By Margaryta Chornokondratenko
KYIV (Reuters) – A Ukrainian fighter holed up the city of Mariupol said on Monday that up to 200 civilians remained trapped inside bunkers in the Azovstal steel works after an evacuation operation led by the United Nations to save civilians from the site.
Captain Sviatoslav Palamar, 39, a deputy commander of Ukraine’s Azov Regiment, told Reuters that his fighters could hear the voices of people trapped in bunkers of the vast industrial complex.
He said they were women, children and elderly people, but that the Ukrainian forces there did not have the mechanised equipment needed to dislodge the rubble, he said.
Reuters was unable to independently verify his comments.
“We were planning to tear up the bunkers, the entrance to which is blocked, but all night into Monday naval artillery and barrel artillery were firing. All day today aviation has been working, dropping bombs,” Palamar said by Zoom.
An unknown number of civilians and Ukrainian forces have been holed up in the Azovstal steel works in the port city of Mariupol that has been devastated by weeks of Russian shelling and where Moscow has claimed control.
EVACUATIONS
The southeastern Ukrainian city of Mariupol is vitally important to Russia’s push to secure a land corridor through to the peninsula of Crimea that Moscow annexed from Kyiv in 2014.
Some groups of civilians left Azovstal over the weekend in an evacuation organised by the United Nations and the International Committee of the Red Cross, the first to leave since President Vladimir Putin ordered the plant barricaded.

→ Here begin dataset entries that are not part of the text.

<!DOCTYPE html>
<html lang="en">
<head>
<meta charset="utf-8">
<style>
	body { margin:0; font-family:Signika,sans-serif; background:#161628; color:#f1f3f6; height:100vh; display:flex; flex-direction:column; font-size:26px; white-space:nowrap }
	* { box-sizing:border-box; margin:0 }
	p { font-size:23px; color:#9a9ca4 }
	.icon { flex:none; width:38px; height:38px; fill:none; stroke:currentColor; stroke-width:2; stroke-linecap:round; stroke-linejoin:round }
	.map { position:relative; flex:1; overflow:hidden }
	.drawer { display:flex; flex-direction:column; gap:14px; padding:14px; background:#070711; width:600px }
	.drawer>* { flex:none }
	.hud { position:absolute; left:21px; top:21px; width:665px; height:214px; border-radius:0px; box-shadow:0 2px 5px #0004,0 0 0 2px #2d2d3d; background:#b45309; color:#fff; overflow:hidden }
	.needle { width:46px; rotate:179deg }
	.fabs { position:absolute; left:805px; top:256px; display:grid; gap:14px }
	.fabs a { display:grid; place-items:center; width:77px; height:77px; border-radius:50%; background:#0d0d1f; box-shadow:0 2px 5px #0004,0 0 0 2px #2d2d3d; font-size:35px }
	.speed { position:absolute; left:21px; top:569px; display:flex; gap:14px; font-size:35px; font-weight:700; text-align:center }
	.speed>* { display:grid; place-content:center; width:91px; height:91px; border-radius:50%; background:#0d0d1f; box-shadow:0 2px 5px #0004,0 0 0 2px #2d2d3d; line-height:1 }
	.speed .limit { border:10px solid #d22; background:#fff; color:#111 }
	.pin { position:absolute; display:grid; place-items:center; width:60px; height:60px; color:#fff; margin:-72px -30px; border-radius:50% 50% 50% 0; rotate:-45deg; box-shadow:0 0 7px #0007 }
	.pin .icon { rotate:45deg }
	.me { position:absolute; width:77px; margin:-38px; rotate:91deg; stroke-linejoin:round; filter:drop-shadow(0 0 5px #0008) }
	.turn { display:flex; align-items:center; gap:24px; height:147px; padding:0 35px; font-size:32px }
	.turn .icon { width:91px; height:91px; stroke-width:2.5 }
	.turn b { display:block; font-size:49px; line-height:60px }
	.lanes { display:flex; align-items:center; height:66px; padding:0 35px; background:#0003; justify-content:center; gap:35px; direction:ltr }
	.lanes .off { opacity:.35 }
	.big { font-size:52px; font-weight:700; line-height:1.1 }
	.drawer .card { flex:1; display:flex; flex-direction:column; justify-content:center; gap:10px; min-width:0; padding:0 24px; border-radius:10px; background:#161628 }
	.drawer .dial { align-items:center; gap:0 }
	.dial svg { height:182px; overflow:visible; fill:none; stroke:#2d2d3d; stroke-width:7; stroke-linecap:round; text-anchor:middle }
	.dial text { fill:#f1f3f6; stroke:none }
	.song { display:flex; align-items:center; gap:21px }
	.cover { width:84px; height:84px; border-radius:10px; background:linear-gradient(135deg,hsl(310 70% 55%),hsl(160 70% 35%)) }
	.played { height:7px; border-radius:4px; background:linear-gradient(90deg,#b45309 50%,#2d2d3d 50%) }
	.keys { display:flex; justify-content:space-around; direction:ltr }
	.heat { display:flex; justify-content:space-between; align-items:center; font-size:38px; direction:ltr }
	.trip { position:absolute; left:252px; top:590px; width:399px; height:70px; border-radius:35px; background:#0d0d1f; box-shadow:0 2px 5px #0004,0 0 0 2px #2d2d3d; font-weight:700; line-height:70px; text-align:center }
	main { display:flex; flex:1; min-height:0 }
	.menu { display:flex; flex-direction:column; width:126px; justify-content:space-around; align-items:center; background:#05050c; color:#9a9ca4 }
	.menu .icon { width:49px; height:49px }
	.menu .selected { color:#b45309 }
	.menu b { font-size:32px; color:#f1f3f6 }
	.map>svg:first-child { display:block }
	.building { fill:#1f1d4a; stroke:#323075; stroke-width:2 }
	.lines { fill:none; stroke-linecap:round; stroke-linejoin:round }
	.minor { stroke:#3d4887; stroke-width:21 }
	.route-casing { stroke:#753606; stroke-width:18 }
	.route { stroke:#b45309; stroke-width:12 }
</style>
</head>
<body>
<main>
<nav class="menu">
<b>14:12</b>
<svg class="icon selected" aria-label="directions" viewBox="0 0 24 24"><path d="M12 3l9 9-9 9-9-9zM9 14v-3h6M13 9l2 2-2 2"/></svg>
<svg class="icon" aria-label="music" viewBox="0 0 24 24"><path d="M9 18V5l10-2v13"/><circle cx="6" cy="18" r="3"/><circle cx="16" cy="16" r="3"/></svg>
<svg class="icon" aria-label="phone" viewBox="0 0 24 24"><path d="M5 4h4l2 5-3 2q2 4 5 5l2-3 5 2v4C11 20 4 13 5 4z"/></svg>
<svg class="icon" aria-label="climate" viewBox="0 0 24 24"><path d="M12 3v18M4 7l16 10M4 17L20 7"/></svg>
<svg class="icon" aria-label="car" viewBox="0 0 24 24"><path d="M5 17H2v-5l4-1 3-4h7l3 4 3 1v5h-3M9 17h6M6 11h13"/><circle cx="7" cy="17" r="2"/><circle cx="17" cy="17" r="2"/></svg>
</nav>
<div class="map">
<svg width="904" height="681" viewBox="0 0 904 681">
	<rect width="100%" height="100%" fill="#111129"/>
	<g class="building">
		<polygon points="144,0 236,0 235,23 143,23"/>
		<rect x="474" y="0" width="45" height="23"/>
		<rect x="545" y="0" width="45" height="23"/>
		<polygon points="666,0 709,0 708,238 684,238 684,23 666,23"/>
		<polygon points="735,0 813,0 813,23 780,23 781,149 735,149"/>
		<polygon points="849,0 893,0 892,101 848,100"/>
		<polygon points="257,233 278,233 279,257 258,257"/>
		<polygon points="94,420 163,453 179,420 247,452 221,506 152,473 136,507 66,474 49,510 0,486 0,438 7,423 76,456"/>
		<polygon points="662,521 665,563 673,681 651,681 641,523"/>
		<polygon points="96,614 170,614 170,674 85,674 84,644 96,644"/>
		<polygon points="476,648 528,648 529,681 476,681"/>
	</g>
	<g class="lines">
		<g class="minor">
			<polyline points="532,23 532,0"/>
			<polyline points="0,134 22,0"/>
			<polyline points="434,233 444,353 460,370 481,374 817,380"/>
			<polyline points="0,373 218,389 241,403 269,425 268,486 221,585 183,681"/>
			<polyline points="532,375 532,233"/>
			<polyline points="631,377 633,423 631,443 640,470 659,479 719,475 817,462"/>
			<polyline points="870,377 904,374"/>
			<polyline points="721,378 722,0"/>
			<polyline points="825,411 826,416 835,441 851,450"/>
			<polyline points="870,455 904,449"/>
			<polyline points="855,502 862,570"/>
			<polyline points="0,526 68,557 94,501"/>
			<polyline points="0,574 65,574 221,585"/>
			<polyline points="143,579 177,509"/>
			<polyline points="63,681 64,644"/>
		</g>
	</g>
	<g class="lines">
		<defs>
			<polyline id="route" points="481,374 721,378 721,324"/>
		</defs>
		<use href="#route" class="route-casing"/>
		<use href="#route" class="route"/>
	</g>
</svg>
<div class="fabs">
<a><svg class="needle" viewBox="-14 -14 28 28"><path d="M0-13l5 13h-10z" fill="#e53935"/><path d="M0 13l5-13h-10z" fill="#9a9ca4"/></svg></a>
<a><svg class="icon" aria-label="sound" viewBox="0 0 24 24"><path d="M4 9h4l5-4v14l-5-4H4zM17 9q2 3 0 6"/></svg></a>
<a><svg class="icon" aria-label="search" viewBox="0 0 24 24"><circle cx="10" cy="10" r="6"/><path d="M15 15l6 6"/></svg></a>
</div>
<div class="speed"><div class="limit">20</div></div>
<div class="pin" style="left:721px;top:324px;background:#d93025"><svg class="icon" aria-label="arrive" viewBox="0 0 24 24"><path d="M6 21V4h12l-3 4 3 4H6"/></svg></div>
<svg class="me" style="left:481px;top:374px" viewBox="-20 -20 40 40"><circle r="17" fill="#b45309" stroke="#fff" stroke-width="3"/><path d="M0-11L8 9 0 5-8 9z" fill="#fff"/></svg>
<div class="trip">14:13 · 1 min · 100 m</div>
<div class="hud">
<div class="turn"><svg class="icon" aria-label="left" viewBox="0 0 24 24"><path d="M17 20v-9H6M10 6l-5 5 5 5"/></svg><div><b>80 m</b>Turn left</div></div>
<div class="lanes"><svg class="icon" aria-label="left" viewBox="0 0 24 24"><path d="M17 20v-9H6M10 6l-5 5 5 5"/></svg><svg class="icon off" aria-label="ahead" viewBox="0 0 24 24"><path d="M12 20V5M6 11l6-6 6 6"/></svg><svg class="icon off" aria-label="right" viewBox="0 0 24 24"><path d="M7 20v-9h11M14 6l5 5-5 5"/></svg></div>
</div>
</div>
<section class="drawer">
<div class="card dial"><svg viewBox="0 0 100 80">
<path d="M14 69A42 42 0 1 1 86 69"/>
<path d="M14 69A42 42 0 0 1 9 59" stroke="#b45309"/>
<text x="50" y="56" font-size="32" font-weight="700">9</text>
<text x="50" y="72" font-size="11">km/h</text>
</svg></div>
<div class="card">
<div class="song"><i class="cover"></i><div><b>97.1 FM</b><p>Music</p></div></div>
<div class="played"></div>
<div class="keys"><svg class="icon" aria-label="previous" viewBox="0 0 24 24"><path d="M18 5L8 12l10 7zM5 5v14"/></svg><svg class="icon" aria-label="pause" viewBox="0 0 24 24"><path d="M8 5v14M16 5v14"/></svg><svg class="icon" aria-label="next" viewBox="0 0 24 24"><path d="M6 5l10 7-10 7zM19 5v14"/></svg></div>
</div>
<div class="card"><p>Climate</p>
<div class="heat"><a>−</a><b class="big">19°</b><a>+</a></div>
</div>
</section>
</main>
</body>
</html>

Despite that effort, there is no indication of a plan to pull out the Ukrainian forces holed up at Azovstal. These are thought to include members of the Azov regiment, the national guard, marines, border guards and other units.
Palamar said he hoped that other countries would act as guarantors in a deal to provide the troops there with safe passage out of the steel works.
“This situation that has now developed in Mariupol at the Azovstal plant is a great burden for the president and a great responsibility for him,” he said, referring to Ukraine’s leader Volodymyr Zelenskiy, who is in Kyiv.
“As commander-in-chief and as president, he (Zelenskiy) is responsible not only for the civilians who are left here, but he is also responsible for the military, responsible for those wounded soldiers who are dying here, who need emergency medical care, they need medicine, they need surgery,” he said.